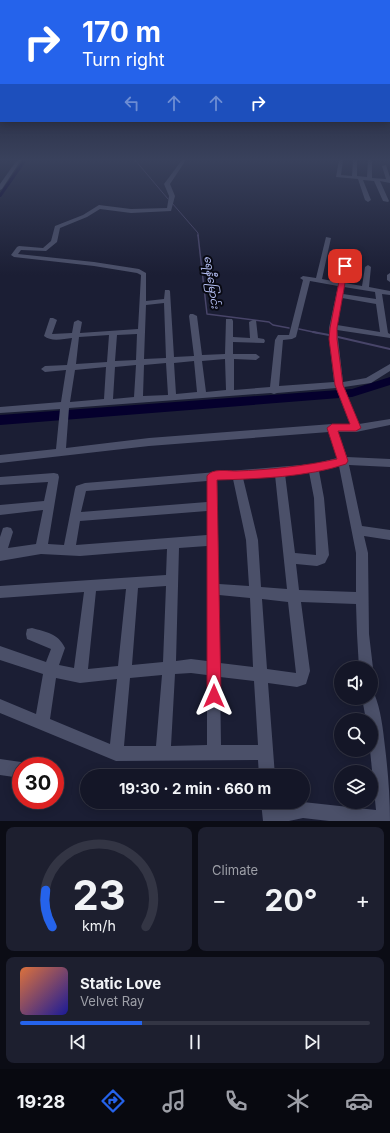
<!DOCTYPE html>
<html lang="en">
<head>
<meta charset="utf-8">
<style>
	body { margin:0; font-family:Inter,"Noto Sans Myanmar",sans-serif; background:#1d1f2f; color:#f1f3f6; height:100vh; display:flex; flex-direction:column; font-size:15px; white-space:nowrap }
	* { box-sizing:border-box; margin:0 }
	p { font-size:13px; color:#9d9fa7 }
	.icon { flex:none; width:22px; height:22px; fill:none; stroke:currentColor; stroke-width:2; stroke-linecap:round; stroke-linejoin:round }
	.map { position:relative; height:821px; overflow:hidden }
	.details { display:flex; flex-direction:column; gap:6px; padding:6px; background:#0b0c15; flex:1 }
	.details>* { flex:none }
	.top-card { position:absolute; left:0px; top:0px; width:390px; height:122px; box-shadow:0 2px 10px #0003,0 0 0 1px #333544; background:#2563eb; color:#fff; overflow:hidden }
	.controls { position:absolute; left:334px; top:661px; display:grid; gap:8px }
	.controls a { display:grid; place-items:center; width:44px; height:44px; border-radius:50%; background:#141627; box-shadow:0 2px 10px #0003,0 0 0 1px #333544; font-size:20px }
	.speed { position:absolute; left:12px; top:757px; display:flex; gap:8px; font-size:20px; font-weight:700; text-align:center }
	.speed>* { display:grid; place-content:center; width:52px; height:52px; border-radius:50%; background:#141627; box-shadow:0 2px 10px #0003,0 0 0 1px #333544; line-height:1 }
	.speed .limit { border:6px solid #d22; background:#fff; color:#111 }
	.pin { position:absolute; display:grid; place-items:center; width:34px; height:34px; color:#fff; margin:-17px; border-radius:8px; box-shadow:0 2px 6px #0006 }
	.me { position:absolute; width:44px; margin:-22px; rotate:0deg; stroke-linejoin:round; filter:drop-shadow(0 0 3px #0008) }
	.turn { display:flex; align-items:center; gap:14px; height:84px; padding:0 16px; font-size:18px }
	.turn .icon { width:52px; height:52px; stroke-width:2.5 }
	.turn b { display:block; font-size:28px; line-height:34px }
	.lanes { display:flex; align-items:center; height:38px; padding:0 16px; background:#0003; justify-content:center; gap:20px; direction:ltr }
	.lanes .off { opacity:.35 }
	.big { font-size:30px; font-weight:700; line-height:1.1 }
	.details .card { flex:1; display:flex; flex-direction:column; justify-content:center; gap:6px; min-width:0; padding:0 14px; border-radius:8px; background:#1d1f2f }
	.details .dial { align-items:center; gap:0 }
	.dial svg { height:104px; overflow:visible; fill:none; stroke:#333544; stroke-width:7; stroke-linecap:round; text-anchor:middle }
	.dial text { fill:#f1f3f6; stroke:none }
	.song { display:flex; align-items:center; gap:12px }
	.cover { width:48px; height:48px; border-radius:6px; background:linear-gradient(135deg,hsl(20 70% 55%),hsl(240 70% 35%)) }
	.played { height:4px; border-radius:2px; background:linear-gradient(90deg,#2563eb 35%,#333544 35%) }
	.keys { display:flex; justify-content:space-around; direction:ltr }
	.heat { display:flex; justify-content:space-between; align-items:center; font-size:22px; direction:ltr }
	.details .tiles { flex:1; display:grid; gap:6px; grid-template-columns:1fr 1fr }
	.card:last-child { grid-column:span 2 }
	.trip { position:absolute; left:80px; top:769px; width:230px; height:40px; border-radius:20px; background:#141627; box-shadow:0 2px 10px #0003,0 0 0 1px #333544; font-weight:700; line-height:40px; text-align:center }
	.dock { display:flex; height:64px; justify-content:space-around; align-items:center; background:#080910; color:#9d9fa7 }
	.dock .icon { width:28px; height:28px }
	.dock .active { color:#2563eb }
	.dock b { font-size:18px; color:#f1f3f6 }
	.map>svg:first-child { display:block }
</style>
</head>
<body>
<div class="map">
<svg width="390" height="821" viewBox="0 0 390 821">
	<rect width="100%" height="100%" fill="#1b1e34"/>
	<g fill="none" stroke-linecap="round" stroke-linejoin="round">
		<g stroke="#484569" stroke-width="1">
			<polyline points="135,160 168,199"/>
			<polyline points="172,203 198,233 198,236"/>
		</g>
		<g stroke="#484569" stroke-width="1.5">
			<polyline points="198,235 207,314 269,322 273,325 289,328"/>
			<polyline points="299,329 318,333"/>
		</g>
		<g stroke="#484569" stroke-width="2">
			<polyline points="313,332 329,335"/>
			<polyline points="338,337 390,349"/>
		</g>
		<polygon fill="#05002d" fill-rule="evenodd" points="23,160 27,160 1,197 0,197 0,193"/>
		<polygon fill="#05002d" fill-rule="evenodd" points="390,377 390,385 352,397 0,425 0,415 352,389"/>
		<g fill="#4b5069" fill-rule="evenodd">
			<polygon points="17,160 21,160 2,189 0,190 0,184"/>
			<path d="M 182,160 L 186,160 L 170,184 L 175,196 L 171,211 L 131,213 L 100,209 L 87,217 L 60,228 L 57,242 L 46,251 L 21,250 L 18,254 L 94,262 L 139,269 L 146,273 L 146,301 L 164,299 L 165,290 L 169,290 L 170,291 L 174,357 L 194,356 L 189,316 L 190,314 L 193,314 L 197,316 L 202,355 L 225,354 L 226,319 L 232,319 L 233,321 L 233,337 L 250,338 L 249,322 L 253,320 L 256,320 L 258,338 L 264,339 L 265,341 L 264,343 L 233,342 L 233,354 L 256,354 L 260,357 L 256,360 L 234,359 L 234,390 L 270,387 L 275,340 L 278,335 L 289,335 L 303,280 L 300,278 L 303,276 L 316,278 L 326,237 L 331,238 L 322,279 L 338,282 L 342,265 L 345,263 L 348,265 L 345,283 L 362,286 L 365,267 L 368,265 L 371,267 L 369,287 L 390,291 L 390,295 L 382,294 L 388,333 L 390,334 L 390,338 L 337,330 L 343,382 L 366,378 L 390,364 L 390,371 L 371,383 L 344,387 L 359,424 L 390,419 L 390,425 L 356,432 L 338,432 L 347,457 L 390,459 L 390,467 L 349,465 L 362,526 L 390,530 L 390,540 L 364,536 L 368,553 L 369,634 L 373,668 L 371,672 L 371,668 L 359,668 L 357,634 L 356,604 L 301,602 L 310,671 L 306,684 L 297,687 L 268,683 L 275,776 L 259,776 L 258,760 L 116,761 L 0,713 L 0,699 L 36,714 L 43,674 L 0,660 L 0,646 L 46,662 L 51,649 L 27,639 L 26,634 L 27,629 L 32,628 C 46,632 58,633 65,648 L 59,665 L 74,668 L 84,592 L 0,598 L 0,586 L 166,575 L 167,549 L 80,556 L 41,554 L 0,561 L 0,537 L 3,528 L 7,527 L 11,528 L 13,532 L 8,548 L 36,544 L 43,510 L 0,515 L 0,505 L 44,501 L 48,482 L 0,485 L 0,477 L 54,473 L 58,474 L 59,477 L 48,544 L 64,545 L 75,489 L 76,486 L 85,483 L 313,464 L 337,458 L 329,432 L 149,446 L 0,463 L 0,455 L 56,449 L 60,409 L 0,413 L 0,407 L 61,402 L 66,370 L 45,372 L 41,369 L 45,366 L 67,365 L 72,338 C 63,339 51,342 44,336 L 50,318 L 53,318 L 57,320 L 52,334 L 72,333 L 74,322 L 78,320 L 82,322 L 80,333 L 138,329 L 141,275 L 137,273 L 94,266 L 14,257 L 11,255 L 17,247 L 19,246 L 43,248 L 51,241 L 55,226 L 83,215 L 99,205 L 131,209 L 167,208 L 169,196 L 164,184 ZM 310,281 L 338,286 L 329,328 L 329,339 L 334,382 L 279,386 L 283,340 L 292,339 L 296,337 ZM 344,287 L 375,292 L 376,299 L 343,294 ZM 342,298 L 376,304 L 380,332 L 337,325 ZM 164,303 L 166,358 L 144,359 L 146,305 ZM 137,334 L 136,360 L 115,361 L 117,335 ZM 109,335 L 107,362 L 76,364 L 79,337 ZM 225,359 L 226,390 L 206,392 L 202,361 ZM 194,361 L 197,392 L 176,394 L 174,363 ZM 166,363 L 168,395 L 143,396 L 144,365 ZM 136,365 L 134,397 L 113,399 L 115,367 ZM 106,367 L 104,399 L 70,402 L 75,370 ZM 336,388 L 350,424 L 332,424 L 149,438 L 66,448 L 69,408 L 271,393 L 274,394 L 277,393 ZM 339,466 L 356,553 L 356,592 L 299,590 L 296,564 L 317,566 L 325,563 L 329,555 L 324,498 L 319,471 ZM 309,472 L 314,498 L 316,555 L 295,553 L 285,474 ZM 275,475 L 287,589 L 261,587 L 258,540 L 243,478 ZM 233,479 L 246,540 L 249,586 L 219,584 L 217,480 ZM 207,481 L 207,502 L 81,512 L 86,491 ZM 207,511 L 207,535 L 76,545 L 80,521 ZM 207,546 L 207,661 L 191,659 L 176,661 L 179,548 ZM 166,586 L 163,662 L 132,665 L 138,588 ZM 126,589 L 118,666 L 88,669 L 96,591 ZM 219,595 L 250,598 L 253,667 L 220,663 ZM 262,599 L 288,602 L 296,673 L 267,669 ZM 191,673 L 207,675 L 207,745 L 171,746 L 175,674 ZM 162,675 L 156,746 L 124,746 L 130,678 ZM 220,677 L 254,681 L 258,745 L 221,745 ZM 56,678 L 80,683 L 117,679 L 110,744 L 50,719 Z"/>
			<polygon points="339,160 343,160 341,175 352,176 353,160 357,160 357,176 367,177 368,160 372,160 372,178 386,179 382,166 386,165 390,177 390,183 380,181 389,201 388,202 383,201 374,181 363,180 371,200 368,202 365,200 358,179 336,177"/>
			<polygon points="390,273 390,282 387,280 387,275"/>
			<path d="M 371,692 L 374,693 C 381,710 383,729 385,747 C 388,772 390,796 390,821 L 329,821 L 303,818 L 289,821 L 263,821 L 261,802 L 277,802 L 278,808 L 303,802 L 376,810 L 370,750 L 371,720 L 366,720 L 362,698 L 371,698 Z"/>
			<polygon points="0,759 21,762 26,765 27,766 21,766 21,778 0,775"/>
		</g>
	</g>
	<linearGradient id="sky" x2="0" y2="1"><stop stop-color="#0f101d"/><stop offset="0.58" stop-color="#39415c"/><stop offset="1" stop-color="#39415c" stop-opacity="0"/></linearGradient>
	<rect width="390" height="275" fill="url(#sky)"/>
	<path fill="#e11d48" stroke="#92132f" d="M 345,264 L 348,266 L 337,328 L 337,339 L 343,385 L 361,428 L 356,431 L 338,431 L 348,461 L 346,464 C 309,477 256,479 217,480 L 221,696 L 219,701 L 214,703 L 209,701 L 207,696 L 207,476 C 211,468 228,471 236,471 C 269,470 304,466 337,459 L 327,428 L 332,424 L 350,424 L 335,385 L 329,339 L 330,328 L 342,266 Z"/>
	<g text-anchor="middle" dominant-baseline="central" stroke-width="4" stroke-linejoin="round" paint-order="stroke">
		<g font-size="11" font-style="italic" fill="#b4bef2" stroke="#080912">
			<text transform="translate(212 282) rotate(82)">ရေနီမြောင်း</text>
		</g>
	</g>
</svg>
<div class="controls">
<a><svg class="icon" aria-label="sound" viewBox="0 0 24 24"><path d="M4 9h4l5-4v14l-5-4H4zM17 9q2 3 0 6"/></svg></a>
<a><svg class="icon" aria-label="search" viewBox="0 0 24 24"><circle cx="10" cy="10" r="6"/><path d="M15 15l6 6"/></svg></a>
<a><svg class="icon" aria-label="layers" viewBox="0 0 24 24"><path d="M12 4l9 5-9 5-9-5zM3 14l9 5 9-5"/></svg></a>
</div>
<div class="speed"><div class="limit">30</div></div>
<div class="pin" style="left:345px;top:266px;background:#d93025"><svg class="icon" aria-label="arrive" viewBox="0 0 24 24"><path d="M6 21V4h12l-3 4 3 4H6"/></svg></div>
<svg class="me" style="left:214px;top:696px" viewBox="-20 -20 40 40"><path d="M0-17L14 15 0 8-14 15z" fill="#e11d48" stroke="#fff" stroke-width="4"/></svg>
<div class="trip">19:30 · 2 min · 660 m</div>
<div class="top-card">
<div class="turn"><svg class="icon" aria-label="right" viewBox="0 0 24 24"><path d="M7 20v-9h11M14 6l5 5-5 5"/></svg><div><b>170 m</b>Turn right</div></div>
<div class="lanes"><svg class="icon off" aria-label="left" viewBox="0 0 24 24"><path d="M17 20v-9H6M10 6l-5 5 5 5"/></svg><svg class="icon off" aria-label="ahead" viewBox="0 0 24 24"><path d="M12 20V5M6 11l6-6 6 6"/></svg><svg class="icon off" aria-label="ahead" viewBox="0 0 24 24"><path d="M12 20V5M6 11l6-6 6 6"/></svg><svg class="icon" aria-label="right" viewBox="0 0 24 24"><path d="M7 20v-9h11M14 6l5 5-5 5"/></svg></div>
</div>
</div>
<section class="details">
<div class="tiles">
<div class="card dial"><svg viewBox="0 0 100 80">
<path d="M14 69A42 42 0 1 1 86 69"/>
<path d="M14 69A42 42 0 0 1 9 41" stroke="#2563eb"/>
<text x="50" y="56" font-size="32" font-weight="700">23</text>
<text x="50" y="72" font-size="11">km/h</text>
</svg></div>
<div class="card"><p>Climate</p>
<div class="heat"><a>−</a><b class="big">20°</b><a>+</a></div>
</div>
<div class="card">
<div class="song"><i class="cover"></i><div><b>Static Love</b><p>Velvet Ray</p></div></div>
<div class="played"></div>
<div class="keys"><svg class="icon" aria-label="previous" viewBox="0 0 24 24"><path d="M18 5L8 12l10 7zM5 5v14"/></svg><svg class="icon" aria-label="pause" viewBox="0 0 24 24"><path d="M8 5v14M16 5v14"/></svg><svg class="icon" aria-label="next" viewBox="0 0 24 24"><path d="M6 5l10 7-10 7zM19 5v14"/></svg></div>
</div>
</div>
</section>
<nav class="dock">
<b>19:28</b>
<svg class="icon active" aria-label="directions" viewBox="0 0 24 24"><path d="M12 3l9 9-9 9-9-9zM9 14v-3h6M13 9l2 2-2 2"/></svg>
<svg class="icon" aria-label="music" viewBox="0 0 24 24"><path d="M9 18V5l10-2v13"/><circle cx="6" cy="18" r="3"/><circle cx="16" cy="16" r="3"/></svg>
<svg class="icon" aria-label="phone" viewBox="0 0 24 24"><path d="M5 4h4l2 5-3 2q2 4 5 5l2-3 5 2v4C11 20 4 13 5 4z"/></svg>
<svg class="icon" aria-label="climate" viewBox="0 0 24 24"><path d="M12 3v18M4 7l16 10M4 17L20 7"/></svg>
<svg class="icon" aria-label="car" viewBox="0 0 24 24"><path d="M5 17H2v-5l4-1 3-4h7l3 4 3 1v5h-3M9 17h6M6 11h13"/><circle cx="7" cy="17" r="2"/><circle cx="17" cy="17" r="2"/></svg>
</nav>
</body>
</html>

• WHAT TO WORK ON:
Whenever the word "limit" shows up in a line, that line counts. Say how many lines of the data count, giving the number alone.

• REPLY TO THE EXERCISE:
2